→ HOW TO COMPLETE THIS TASK: The records below are to be set down word for word, with every picture left out.

───── SUPPLIED INFORMATION ─────

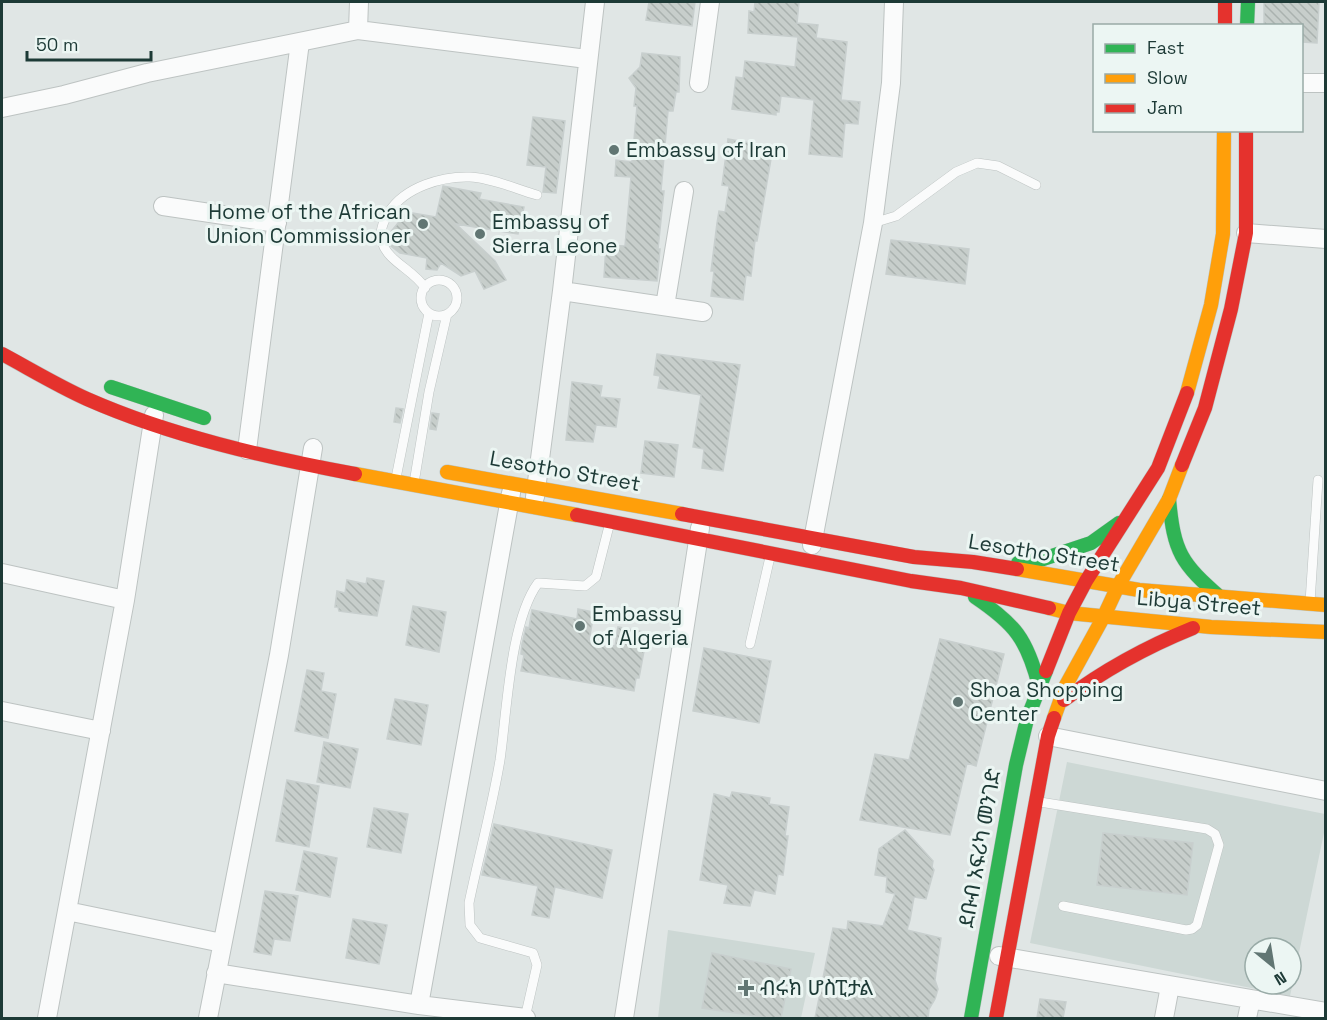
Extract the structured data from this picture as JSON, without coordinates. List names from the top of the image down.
{
  "streets": {
    "main road": ["Lesotho Street", "Libya Street", "ደቡብ አፍሪካ መንገድ"]
  },
  "crossings": [
    ["Lesotho Street", "Libya Street"],
    ["Lesotho Street", "ደቡብ አፍሪካ መንገድ"],
    ["Libya Street", "ደቡብ አፍሪካ መንገድ"]
  ],
  "places": {
    "other": [
      "Embassy of Iran",
      "Home of the African Union Commissioner",
      "Embassy of Sierra Leone",
      "Embassy of Algeria",
      "Shoa Shopping Center"
    ],
    "health": ["ብሩክ ሆስፒታል"]
  },
  "legend": ["Fast", "Slow", "Jam"],
  "scale_bar": "50 m",
  "north": "bottom right"
}
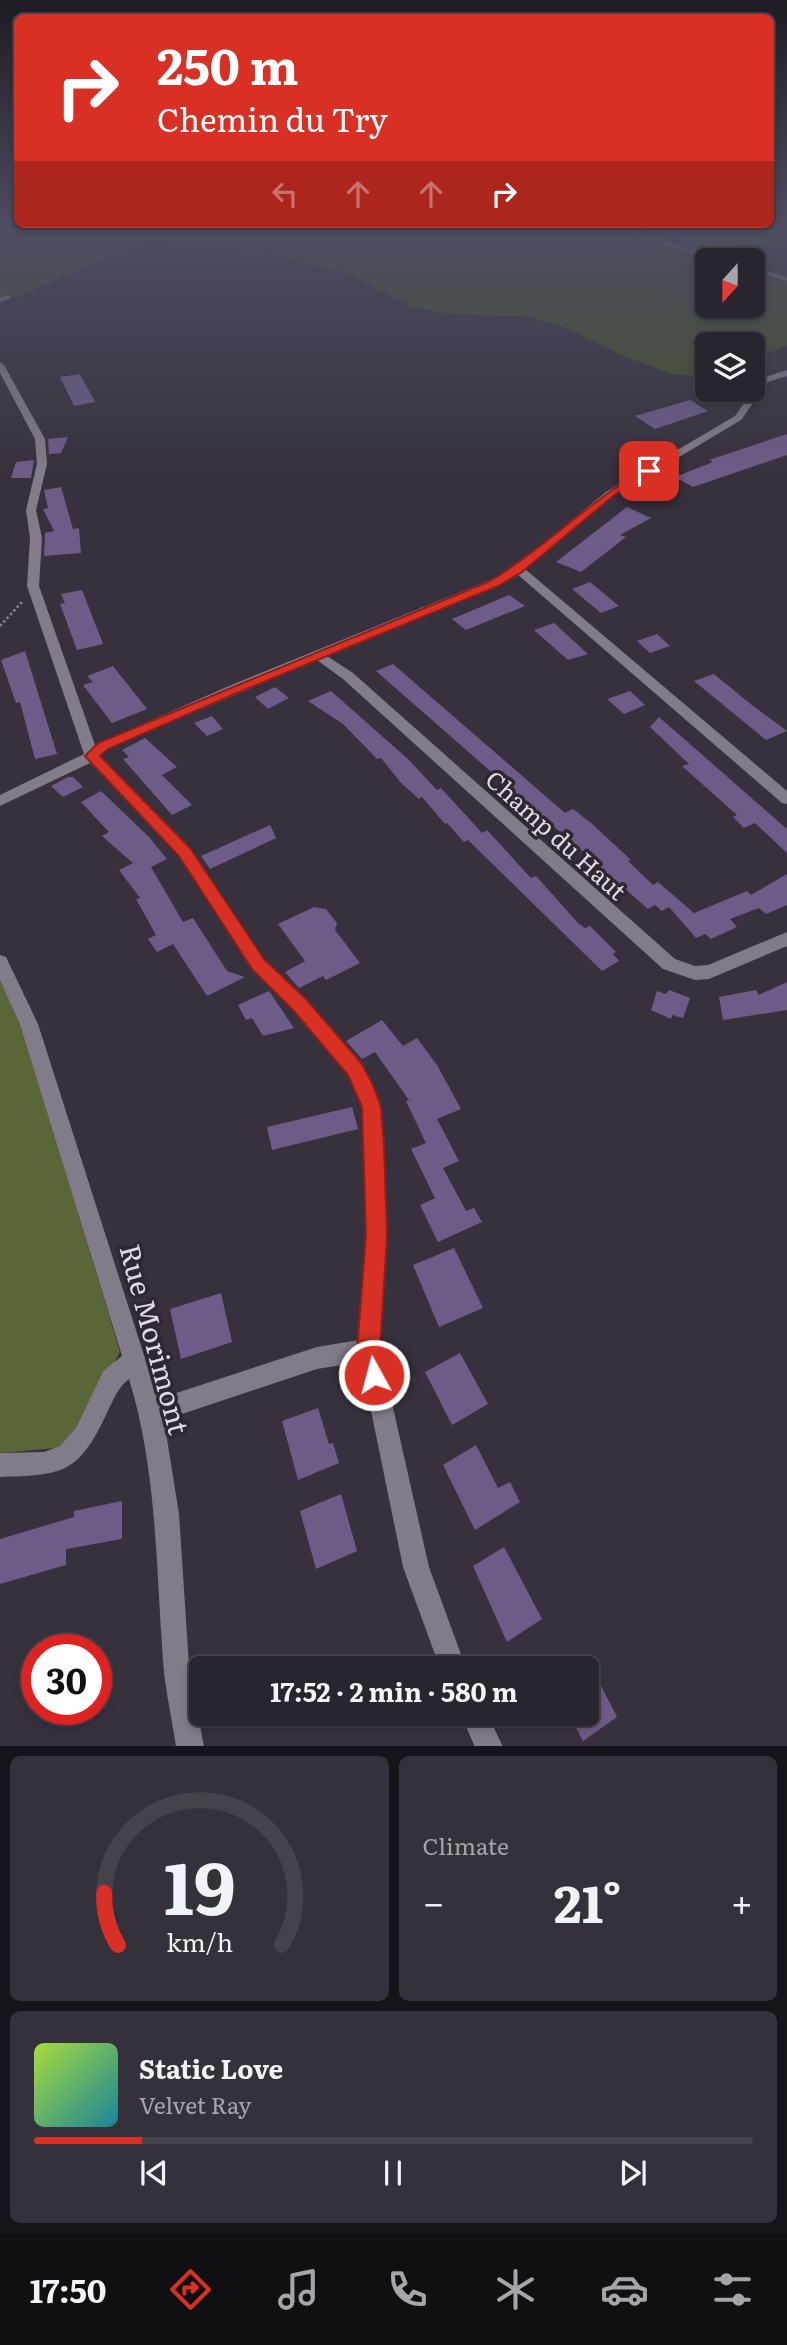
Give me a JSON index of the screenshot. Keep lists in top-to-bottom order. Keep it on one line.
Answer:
{"streets":{"street":["Champ du Haut","Rue Morimont"]},"north":"bottom","page":{"turn":["250 m","Chemin du Try"],"limit":"30","trip":"17:52 · 2 min · 580 m","tile":"Climate","heat":["−","21°","+"],"song":["Static Love","Velvet Ray"],"tabs":"17:50","gauge":["19","km/h"]}}
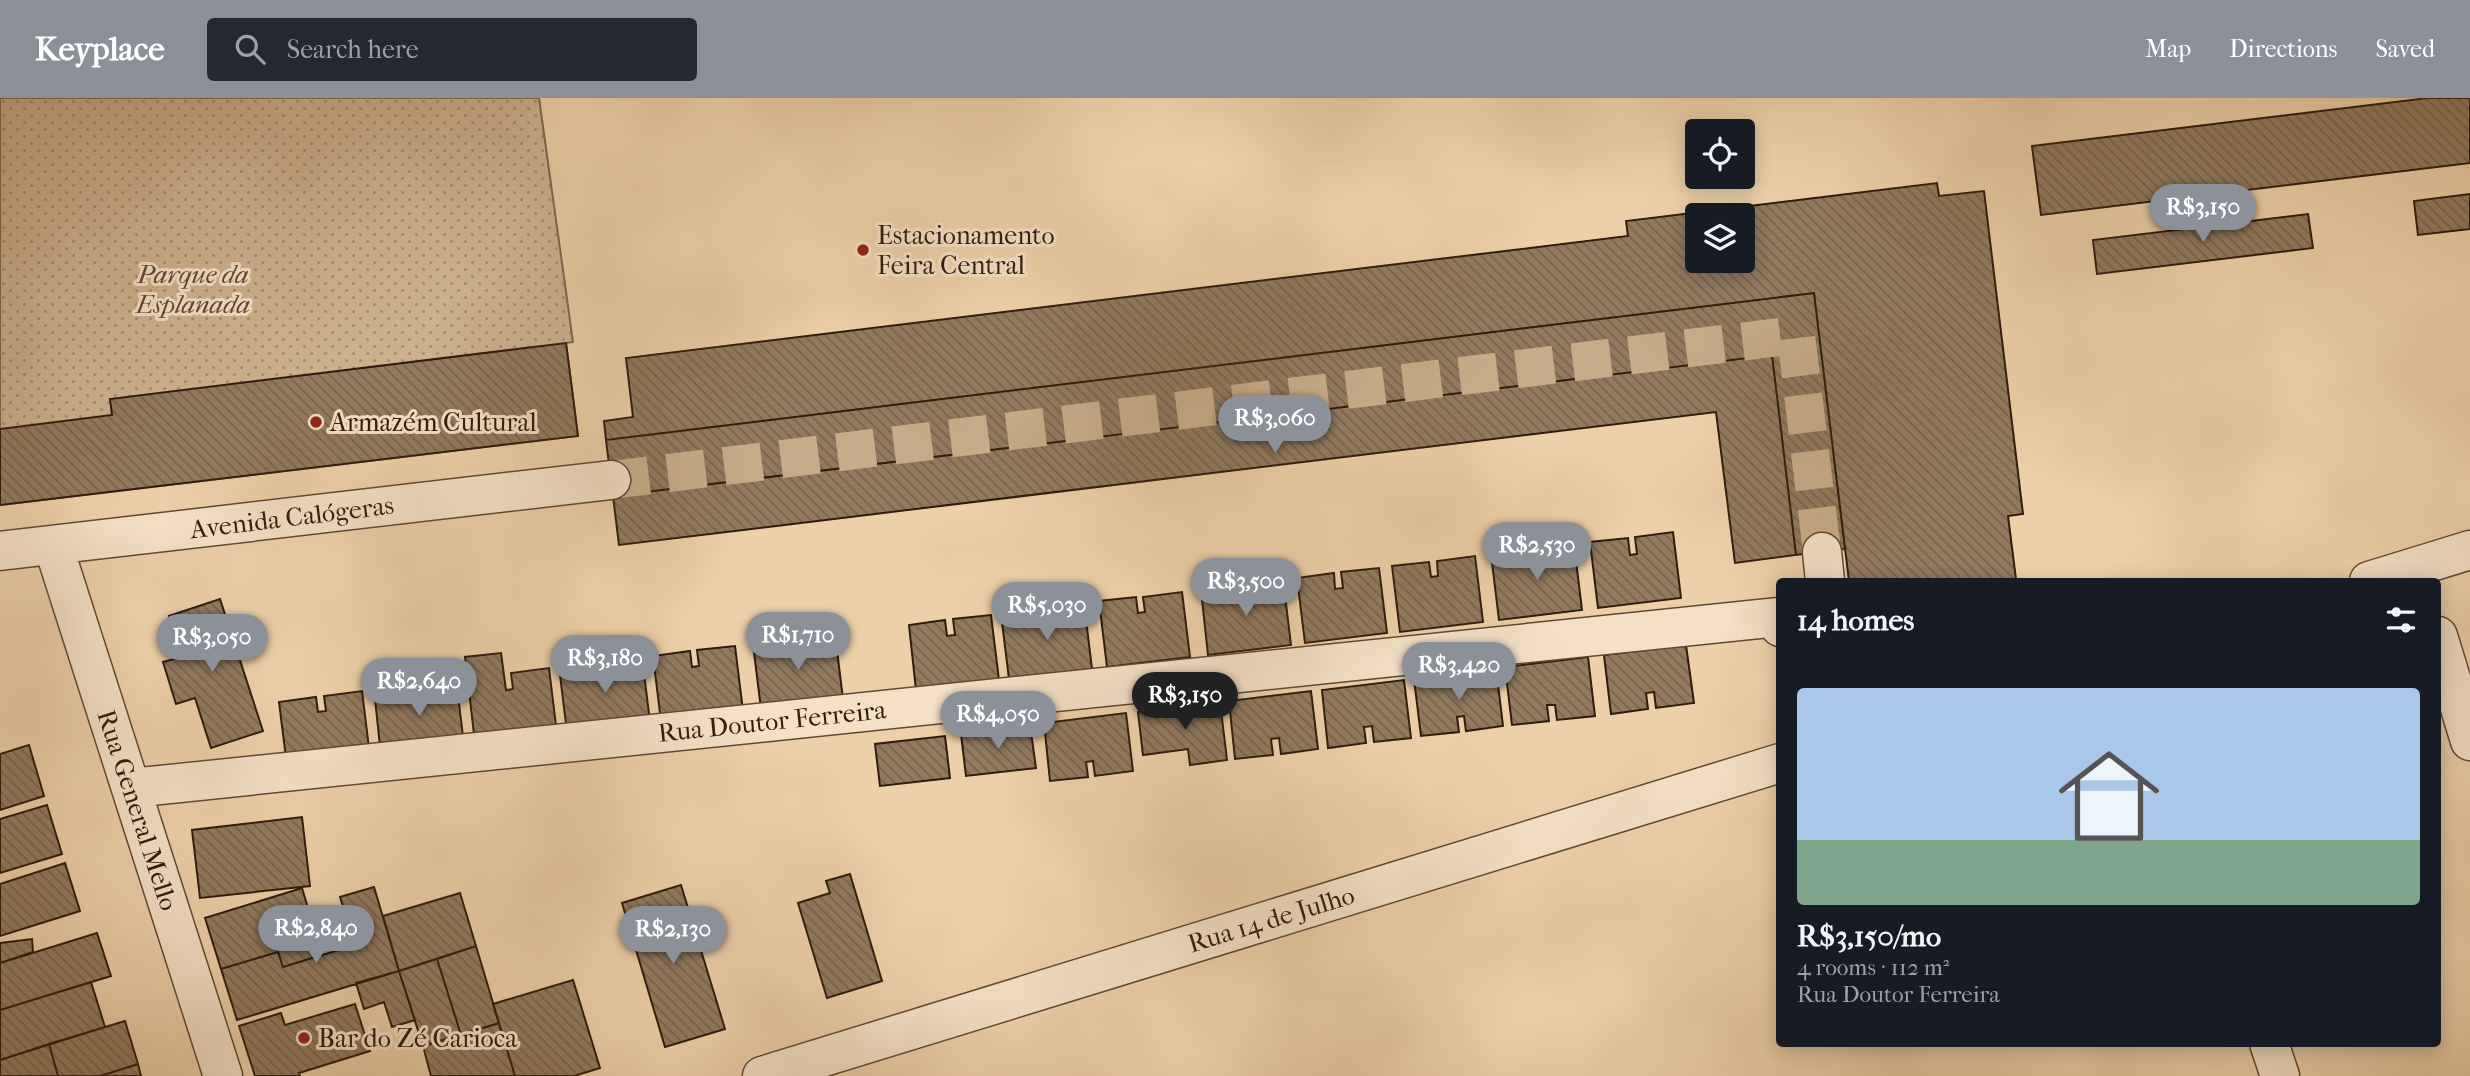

─────

→ SOLUTION TO THIS PROBLEM:
Extract the structured data from this picture as JSON, without coordinates. List names from the top of the image down.
{
  "streets": {
    "main road": ["Lesotho Street", "Libya Street", "ደቡብ አፍሪካ መንገድ"]
  },
  "crossings": [
    ["Lesotho Street", "Libya Street"],
    ["Lesotho Street", "ደቡብ አፍሪካ መንገድ"],
    ["Libya Street", "ደቡብ አፍሪካ መንገድ"]
  ],
  "places": {
    "other": [
      "Embassy of Iran",
      "Home of the African Union Commissioner",
      "Embassy of Sierra Leone",
      "Embassy of Algeria",
      "Shoa Shopping Center"
    ],
    "health": ["ብሩክ ሆስፒታል"]
  },
  "legend": ["Fast", "Slow", "Jam"],
  "scale_bar": "50 m",
  "north": "bottom right"
}
Give me a JSON index of the screenshot. Keep lists in top-to-bottom order. Keep it on one line.
Answer:
{"streets":{"street":["Champ du Haut","Rue Morimont"]},"north":"bottom","page":{"turn":["250 m","Chemin du Try"],"limit":"30","trip":"17:52 · 2 min · 580 m","tile":"Climate","heat":["−","21°","+"],"song":["Static Love","Velvet Ray"],"tabs":"17:50","gauge":["19","km/h"]}}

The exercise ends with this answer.